-- Opening Marker --

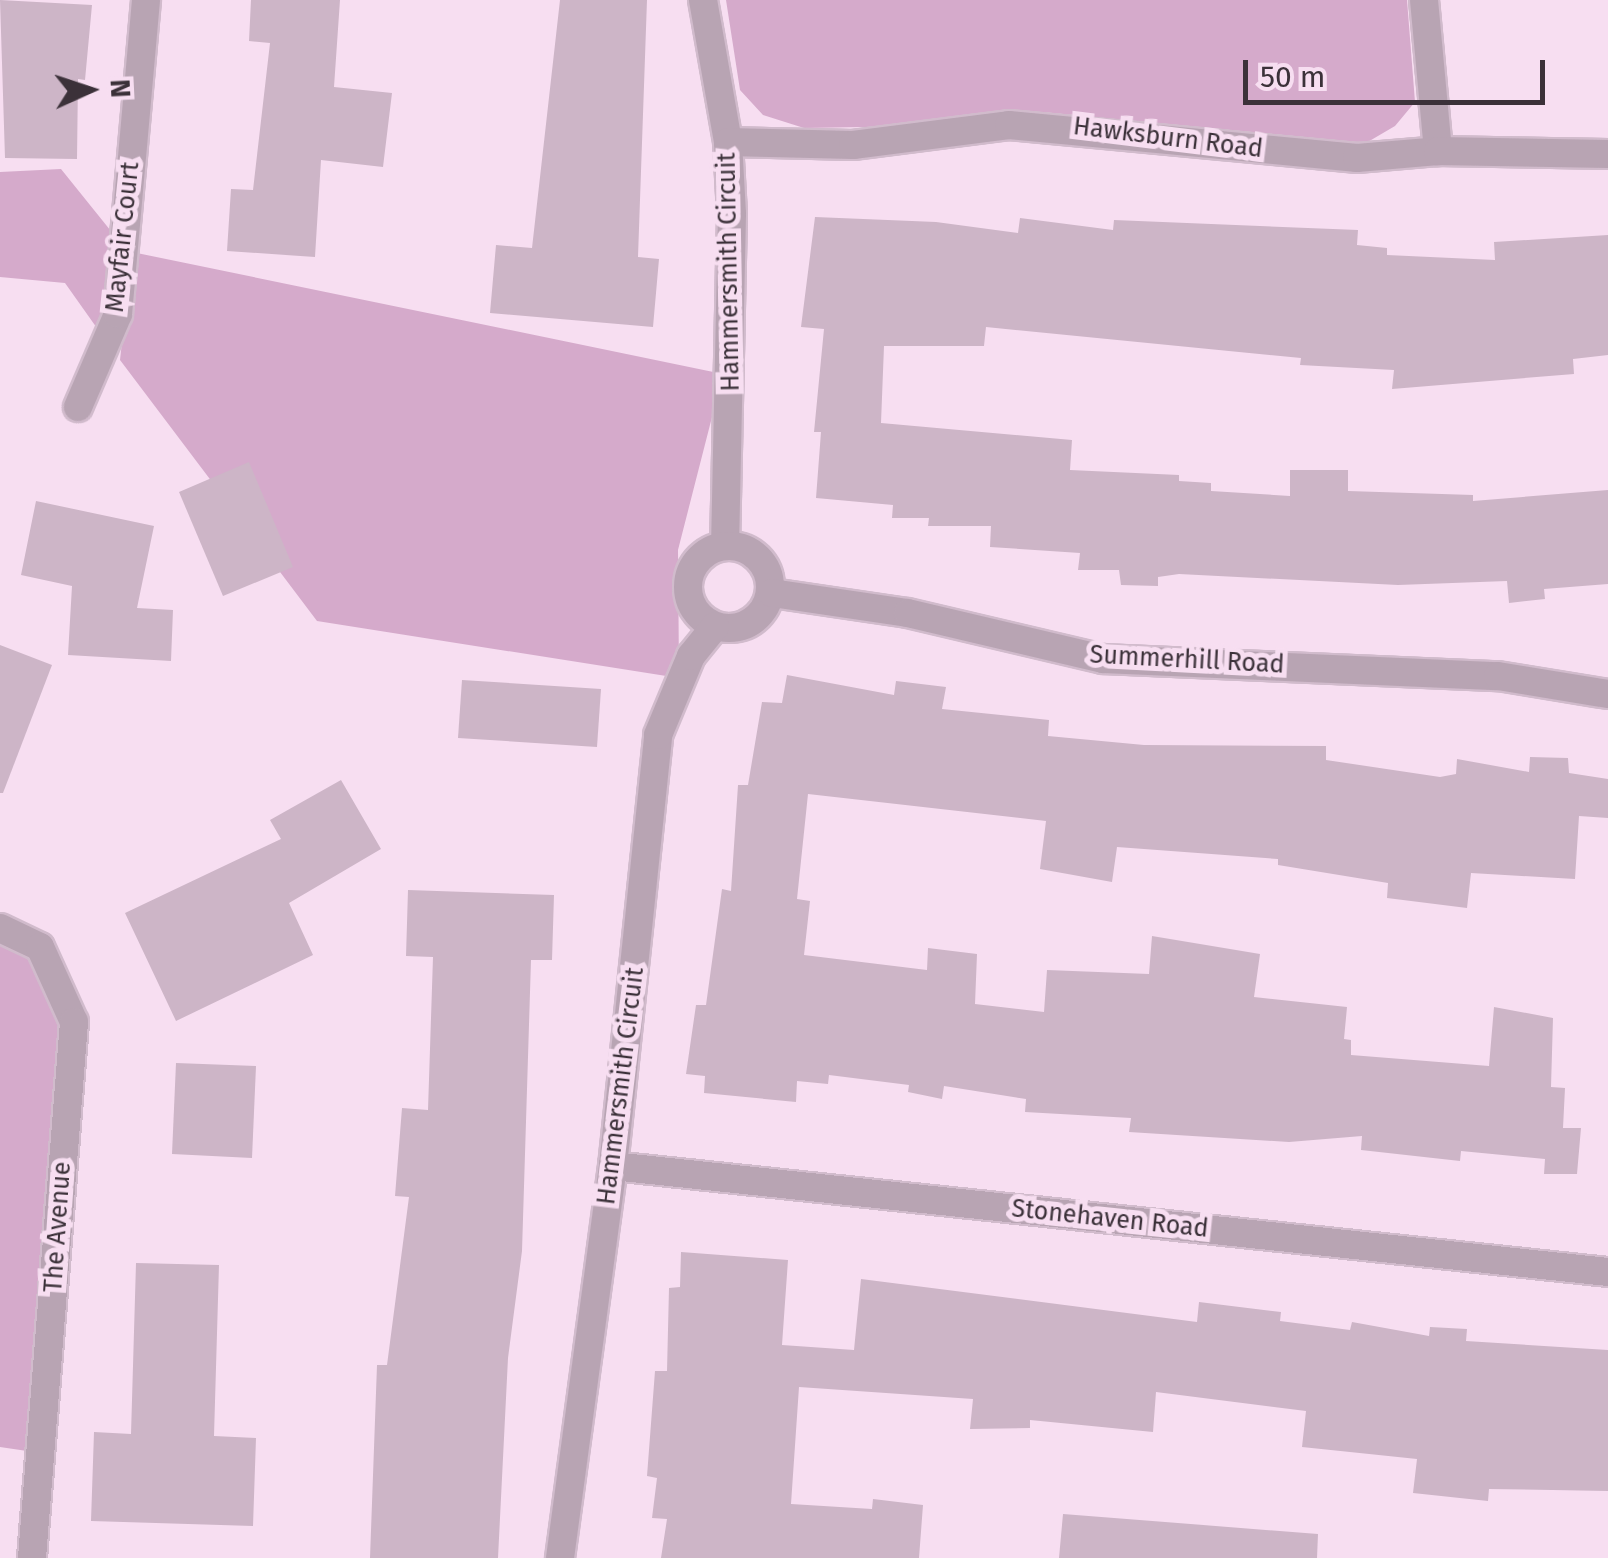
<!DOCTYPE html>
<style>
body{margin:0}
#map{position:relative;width:1608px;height:1558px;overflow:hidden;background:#f7def1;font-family:"Fira Sans",sans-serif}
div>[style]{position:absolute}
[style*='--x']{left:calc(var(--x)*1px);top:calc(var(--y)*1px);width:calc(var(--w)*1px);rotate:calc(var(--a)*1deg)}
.green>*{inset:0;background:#d5aacb}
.building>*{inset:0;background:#cdb5c7}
.roads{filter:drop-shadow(2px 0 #d1bbcc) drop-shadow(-2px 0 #d1bbcc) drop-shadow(0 2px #d1bbcc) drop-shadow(0 -2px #d1bbcc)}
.minor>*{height:28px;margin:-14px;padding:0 14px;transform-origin:14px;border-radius:14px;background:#b8a4b3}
.minor>.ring{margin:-14px;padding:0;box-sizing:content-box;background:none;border:28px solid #b8a4b3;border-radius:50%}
span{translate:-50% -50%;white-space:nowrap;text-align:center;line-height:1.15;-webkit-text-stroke:10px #f7def1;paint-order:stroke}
.street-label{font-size:25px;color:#3b3139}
.north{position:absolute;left:40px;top:40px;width:100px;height:100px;-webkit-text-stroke:8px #f7def1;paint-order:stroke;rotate:87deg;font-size:28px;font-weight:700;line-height:40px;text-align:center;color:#3b3139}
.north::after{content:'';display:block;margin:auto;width:35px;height:45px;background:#3b3139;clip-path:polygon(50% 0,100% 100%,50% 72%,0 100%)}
.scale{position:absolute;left:1243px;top:60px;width:302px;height:45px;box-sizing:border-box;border:5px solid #3b3139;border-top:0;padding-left:12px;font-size:30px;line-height:35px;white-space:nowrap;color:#3b3139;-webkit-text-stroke:8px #f7def1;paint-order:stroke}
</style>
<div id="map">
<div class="green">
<i style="clip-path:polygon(726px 0,1407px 0,1415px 102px,1395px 126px,1366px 143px,1042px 112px,926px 126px,804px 128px,763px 115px,740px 90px)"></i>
<i style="clip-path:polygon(61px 169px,127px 251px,116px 355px,65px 283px,0 277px,0 172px)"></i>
<i style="clip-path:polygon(132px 252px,723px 374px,678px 550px,679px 678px,317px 621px,120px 360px)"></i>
<i style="clip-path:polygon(0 929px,40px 947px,74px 1022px,27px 1451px,0 1447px)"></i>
</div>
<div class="building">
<i style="clip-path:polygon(0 0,92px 5px,85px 80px,78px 79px,77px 159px,5px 158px)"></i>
<i style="clip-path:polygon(251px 0,340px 0,334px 87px,392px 93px,383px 167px,321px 160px,315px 257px,227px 251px,231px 189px,253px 190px,270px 43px,249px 41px)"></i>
<i style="clip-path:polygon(560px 0,647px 0,638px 257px,659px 259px,653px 327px,490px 313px,496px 245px,532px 248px)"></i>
<i style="clip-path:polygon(815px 217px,936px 222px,1018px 233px,1020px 218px,1113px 230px,1114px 220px,1358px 230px,1357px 245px,1387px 248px,1387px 255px,1495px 260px,1494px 242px,1608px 235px,1608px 355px,1573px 359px,1574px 374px,1392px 389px,1394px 370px,1300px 365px,1301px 358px,986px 327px,984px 346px,884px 346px,881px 423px,1072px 440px,1070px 470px,1179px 475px,1179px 481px,1211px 483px,1211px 491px,1290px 496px,1290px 470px,1348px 470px,1348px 491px,1473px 495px,1473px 501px,1608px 490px,1608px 584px,1544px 589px,1545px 599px,1509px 603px,1507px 581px,1398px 585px,1179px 574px,1158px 577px,1158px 586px,1121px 585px,1119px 570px,1078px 570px,1080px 553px,990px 547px,991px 526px,928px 526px,929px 518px,892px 518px,893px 505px,816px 498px,821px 432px,814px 432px,824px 329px,801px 327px)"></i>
<i style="clip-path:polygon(249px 462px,293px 567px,223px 596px,179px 492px)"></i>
<i style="clip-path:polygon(36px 501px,154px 526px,137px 608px,173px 610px,171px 661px,68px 655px,72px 586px,21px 575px)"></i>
<i style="clip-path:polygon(0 645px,52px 665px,3px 793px,0 793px)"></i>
<i style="clip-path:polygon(787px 675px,894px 695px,896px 681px,946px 687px,942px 709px,1049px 720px,1048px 736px,1144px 745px,1326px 746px,1326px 760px,1440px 777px,1456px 774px,1457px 759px,1529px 772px,1530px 757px,1568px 758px,1569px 773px,1608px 779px,1608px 818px,1579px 816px,1575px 879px,1471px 873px,1467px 908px,1387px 898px,1388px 883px,1278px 865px,1278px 859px,1117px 847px,1112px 882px,1040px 869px,1046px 821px,808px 794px,797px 899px,810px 901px,804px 955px,927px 970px,928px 948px,977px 954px,975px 1004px,1044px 1012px,1047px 970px,1149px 974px,1152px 936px,1260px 954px,1254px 997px,1347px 1007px,1344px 1039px,1351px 1040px,1351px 1055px,1489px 1066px,1494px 1007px,1553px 1018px,1551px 1087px,1565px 1088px,1563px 1128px,1581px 1128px,1577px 1174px,1544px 1174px,1545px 1159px,1461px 1151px,1460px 1161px,1361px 1150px,1362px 1136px,1289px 1142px,1129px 1132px,1131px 1118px,1025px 1112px,1026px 1099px,944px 1086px,942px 1099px,908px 1092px,909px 1085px,829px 1075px,828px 1084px,797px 1081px,796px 1102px,704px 1093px,705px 1076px,686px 1074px,696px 1005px,706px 1005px,722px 889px,731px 891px,738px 785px,748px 785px,762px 702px,782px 703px)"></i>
<i style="clip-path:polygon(462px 680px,601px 689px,597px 747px,458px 738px)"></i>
<i style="clip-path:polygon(341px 780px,381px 849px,289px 903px,313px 955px,176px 1021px,125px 913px,281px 839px,270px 820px)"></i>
<i style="clip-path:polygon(408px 890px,554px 895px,552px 960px,531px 960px,522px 1251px,508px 1358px,498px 1558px,370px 1558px,377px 1365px,387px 1365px,409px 1197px,395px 1196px,402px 1108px,428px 1110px,433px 957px,406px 956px)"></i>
<i style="clip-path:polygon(176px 1063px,256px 1066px,252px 1158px,172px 1154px)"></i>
<i style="clip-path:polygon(681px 1252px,788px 1260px,782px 1345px,854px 1350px,861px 1279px,1197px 1322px,1199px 1302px,1281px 1312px,1280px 1321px,1350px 1330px,1352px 1322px,1429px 1336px,1430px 1327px,1467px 1329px,1466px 1341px,1608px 1350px,1608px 1491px,1489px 1489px,1488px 1501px,1413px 1493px,1417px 1459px,1302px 1447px,1306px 1411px,1156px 1392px,1153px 1432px,1030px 1420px,1030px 1428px,970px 1429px,973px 1399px,799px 1387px,791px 1504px,872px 1509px,873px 1499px,923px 1505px,919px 1558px,661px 1558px,667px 1519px,652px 1518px,657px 1478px,647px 1476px,655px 1371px,667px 1371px,669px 1288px,680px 1287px)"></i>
<i style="clip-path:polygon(136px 1263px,219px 1265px,214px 1436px,256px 1438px,253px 1526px,91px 1521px,94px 1432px,131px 1434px)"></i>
<i style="clip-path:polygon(1063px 1514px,1318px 1534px,1317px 1558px,1059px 1558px)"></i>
</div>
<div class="roads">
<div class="minor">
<i style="--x:703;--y:0;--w:144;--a:80"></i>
<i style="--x:728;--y:142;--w:72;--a:86.8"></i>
<i style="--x:732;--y:214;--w:332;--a:91.2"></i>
<i style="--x:1424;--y:0;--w:152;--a:84.7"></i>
<i style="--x:728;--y:142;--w:125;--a:1.4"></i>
<i style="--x:853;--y:145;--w:157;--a:-7.3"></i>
<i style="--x:1009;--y:125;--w:350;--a:5.4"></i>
<i style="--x:1357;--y:158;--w:81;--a:-4.9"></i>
<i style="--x:1438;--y:151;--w:170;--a:1"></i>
<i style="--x:78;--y:407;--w:101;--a:-66.7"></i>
<i style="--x:118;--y:314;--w:315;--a:-84.9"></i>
<i class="ring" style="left:688px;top:546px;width:54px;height:54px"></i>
<i style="--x:772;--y:593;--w:137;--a:8.4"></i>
<i style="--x:908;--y:613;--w:200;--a:13.3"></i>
<i style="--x:1103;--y:659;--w:395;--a:2.5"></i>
<i style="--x:1498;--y:676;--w:111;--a:9.3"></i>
<i style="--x:0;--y:928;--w:44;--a:25.4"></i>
<i style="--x:40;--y:947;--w:82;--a:65.6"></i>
<i style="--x:74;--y:1022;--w:538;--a:94.48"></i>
<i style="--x:613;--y:1166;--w:1001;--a:6.08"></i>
<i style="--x:560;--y:1558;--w:396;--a:-82.3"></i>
<i style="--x:613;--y:1166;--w:433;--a:-84"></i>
<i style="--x:658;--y:735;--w:86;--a:-67.3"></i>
<i style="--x:691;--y:656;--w:38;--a:-51"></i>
</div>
</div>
<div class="street-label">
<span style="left:1168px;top:138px;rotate:7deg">Hawksburn Road</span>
<span style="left:123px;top:237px;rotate:-84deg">Mayfair Court</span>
<span style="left:729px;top:272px;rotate:-91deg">Hammersmith Circuit</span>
<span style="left:1187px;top:660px;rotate:3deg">Summerhill Road</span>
<span style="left:621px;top:1086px;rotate:-83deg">Hammersmith Circuit</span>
<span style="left:1110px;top:1219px;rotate:6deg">Stonehaven Road</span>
<span style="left:58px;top:1227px;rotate:-86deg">The Avenue</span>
</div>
<div class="north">N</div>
<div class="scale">50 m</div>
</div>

-- Closing Marker --

**What to produce**
Output only the lines running from the top of the data above to the line with "0 #d1bbcc) drop-shadow(-2px", inclusive, word for word and without pictures.

**Your response**
<!DOCTYPE html>
<style>
body{margin:0}
#map{position:relative;width:1608px;height:1558px;overflow:hidden;background:#f7def1;font-family:"Fira Sans",sans-serif}
div>[style]{position:absolute}
[style*='--x']{left:calc(var(--x)*1px);top:calc(var(--y)*1px);width:calc(var(--w)*1px);rotate:calc(var(--a)*1deg)}
.green>*{inset:0;background:#d5aacb}
.building>*{inset:0;background:#cdb5c7}
.roads{filter:drop-shadow(2px 0 #d1bbcc) drop-shadow(-2px 0 #d1bbcc) drop-shadow(0 2px #d1bbcc) drop-shadow(0 -2px #d1bbcc)}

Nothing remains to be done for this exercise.